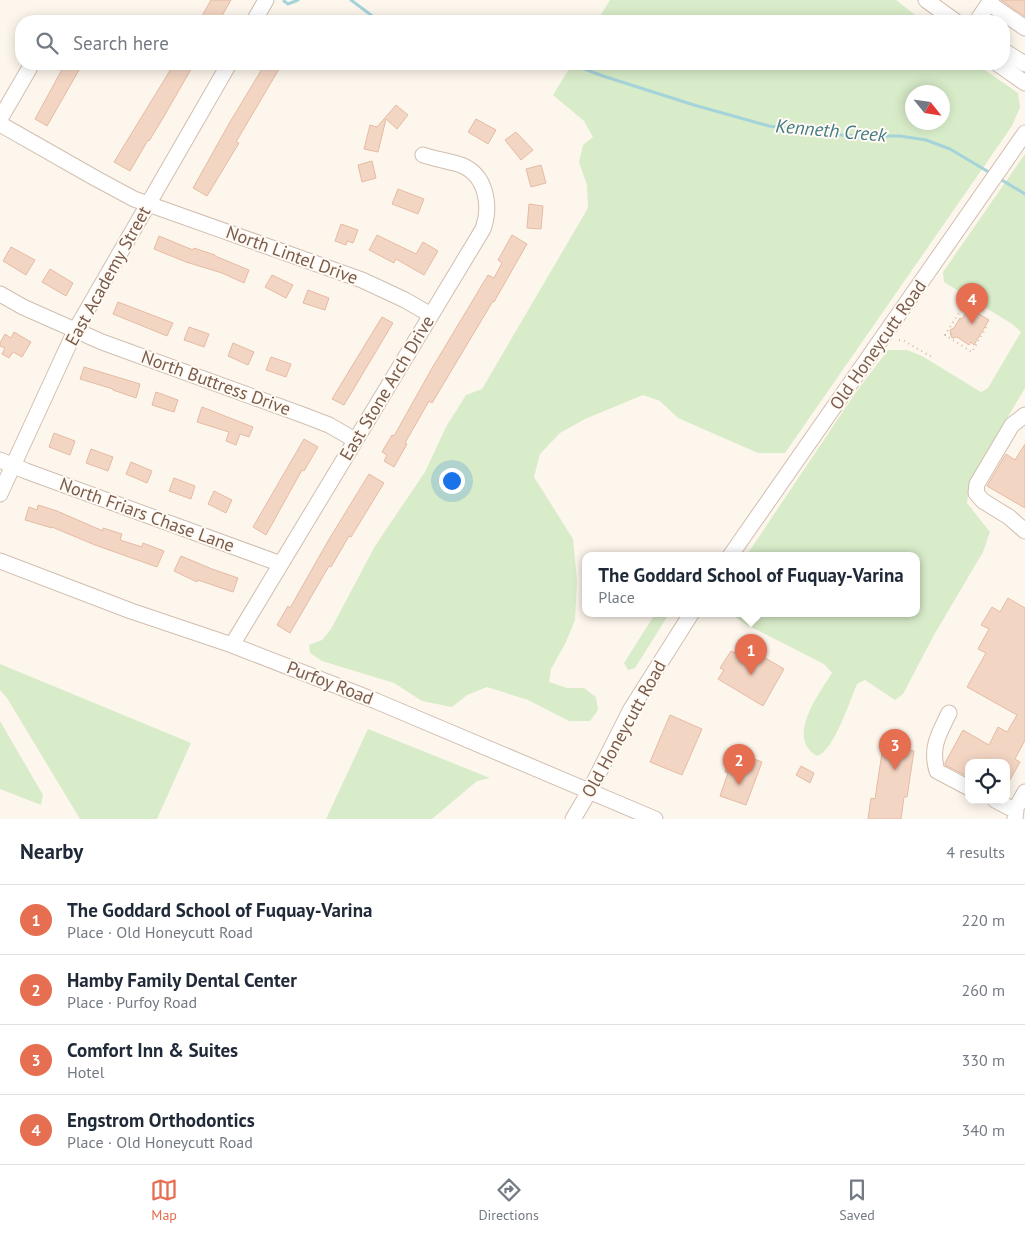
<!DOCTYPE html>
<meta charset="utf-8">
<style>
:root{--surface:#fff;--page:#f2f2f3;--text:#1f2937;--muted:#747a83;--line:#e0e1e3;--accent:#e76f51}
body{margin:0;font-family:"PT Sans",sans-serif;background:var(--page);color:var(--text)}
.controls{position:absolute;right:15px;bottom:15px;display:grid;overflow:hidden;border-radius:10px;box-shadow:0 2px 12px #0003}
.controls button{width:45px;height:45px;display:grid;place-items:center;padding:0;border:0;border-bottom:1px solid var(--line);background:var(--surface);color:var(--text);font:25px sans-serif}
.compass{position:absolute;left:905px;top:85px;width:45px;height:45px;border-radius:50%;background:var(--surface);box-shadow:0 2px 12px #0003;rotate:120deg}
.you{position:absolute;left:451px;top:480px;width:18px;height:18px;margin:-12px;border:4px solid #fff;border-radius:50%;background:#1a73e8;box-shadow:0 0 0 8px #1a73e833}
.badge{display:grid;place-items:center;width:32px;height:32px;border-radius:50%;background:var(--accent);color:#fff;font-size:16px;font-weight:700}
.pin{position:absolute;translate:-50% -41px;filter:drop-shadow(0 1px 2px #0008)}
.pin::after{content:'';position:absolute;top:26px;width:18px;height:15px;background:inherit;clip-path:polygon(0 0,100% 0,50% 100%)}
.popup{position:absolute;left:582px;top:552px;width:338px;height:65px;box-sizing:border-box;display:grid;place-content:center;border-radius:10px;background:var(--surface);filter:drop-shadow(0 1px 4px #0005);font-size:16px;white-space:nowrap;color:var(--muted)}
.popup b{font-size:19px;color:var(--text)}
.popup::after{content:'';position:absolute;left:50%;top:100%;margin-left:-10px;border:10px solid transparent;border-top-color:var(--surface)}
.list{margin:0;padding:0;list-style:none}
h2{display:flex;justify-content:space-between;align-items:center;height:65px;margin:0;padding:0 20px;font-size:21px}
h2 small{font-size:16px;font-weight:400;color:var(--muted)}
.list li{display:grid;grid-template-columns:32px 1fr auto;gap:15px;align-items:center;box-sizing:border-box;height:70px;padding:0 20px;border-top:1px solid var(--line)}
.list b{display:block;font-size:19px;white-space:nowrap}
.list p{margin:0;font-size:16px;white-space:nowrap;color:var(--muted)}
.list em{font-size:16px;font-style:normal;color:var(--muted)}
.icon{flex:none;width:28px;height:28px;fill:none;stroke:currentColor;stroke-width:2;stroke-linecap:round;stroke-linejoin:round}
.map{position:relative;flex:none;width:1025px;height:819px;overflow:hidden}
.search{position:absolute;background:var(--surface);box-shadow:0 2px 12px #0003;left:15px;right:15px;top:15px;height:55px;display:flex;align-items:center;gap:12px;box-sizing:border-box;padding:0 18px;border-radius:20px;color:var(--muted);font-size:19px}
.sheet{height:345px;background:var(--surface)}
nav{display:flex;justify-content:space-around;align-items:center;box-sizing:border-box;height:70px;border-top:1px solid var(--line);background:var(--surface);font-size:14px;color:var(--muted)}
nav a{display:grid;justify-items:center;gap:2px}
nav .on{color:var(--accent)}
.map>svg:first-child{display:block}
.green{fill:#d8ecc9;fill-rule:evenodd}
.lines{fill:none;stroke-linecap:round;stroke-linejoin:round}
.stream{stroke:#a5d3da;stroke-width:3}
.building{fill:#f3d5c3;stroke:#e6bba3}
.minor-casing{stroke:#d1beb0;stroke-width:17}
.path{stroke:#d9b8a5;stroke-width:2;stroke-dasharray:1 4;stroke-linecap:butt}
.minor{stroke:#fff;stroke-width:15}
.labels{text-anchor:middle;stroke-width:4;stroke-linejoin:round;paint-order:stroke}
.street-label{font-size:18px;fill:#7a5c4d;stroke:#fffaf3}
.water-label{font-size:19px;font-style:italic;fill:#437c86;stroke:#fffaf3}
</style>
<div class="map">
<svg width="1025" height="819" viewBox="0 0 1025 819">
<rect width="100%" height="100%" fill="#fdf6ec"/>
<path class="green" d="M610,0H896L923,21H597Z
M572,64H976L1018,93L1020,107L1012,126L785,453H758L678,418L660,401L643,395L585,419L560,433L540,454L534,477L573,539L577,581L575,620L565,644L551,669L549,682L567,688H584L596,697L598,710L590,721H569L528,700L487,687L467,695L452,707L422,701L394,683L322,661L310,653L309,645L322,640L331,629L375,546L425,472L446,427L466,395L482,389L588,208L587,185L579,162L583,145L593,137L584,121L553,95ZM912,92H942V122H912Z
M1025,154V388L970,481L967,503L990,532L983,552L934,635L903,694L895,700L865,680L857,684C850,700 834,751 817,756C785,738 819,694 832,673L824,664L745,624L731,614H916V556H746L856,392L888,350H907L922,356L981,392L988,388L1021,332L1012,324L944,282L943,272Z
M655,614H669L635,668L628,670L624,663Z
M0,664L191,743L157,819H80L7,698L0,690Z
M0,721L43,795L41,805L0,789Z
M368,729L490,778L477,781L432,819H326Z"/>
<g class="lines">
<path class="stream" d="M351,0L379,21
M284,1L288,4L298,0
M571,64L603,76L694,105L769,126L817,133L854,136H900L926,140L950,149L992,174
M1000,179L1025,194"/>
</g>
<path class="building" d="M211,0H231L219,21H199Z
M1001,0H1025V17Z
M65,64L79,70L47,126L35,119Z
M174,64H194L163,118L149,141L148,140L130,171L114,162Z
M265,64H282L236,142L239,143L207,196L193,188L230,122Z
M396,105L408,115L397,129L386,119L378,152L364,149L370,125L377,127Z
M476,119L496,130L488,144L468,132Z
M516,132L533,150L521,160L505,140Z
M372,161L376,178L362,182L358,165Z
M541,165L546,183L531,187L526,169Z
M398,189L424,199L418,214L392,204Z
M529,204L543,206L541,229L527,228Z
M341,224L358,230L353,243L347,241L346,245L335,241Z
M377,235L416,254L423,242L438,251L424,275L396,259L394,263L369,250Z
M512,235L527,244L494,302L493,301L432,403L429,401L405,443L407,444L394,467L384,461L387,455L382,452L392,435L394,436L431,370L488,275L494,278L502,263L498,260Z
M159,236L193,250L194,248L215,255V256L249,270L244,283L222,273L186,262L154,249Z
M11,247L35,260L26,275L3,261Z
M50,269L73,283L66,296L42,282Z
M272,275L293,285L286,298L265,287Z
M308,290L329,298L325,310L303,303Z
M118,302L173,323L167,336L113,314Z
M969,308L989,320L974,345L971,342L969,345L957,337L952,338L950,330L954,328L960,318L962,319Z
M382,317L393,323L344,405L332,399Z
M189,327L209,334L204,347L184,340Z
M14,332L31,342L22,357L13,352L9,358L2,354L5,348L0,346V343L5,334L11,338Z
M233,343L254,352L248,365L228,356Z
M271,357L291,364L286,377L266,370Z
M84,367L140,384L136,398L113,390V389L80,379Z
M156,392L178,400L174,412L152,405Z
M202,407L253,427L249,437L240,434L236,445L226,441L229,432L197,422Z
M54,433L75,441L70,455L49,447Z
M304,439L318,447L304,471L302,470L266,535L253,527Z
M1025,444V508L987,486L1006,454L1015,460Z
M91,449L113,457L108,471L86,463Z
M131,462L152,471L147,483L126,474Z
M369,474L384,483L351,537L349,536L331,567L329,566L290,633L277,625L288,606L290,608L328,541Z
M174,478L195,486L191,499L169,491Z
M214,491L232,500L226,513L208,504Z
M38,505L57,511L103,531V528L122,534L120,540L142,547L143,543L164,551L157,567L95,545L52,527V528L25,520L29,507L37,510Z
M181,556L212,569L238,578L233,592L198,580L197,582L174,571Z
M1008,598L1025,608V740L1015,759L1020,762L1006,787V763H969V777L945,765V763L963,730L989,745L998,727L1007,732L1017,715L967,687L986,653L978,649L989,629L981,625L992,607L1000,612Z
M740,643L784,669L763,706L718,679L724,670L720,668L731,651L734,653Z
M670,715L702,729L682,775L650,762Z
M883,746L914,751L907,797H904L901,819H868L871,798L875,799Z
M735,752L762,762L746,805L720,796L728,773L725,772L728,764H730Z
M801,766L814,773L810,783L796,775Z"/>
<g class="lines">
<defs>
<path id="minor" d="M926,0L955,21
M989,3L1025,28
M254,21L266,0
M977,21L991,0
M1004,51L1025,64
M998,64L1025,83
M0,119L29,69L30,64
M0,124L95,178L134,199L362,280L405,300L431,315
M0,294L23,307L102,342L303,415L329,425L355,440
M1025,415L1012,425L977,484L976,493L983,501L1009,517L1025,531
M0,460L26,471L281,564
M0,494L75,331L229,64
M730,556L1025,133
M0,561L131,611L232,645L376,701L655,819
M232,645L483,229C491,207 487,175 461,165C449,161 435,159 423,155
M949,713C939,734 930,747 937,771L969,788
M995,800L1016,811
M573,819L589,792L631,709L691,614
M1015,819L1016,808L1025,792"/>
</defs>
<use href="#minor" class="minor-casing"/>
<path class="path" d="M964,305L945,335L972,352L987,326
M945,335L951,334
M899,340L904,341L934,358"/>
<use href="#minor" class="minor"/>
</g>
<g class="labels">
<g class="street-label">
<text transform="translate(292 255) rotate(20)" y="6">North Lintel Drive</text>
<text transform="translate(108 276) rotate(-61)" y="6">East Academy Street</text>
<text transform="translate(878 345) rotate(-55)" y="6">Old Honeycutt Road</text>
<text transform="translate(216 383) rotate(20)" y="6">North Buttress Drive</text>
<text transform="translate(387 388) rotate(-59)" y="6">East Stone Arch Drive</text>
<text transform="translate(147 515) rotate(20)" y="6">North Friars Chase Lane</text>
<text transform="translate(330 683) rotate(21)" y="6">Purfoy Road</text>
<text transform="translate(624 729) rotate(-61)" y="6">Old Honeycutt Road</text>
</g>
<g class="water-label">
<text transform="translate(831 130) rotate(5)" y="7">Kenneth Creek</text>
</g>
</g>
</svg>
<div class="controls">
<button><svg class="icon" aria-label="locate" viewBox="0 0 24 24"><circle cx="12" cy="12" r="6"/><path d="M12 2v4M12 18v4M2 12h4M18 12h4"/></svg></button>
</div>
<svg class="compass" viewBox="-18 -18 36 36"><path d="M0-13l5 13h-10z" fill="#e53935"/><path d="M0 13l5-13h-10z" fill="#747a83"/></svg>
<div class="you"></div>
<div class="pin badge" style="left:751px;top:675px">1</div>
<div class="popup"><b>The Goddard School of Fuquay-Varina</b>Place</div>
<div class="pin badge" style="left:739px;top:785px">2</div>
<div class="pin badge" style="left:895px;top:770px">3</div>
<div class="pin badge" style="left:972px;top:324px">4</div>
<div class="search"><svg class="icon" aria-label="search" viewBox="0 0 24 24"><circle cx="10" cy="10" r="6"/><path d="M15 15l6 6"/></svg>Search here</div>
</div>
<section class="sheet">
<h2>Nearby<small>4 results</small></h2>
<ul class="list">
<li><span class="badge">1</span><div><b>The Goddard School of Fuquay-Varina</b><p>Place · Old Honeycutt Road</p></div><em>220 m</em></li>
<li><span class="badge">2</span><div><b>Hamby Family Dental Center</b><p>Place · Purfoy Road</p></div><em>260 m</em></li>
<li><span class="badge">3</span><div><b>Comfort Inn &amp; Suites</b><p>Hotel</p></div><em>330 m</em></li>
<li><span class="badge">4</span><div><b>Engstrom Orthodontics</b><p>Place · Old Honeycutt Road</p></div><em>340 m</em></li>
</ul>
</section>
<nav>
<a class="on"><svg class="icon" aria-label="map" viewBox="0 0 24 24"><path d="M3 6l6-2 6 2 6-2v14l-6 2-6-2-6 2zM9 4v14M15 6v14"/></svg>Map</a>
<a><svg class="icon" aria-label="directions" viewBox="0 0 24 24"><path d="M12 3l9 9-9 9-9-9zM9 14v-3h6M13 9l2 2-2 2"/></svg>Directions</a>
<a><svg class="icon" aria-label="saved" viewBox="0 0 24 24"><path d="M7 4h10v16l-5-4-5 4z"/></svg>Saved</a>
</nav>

________________________________________

Exercise description: An exact copy is needed of only the lines from the top of the material through the line with "-41px;filter:drop-shadow(0 1px 2px"; no pictures belong in it.

Answer to the problem:
<!DOCTYPE html>
<meta charset="utf-8">
<style>
:root{--surface:#fff;--page:#f2f2f3;--text:#1f2937;--muted:#747a83;--line:#e0e1e3;--accent:#e76f51}
body{margin:0;font-family:"PT Sans",sans-serif;background:var(--page);color:var(--text)}
.controls{position:absolute;right:15px;bottom:15px;display:grid;overflow:hidden;border-radius:10px;box-shadow:0 2px 12px #0003}
.controls button{width:45px;height:45px;display:grid;place-items:center;padding:0;border:0;border-bottom:1px solid var(--line);background:var(--surface);color:var(--text);font:25px sans-serif}
.compass{position:absolute;left:905px;top:85px;width:45px;height:45px;border-radius:50%;background:var(--surface);box-shadow:0 2px 12px #0003;rotate:120deg}
.you{position:absolute;left:451px;top:480px;width:18px;height:18px;margin:-12px;border:4px solid #fff;border-radius:50%;background:#1a73e8;box-shadow:0 0 0 8px #1a73e833}
.badge{display:grid;place-items:center;width:32px;height:32px;border-radius:50%;background:var(--accent);color:#fff;font-size:16px;font-weight:700}
.pin{position:absolute;translate:-50% -41px;filter:drop-shadow(0 1px 2px #0008)}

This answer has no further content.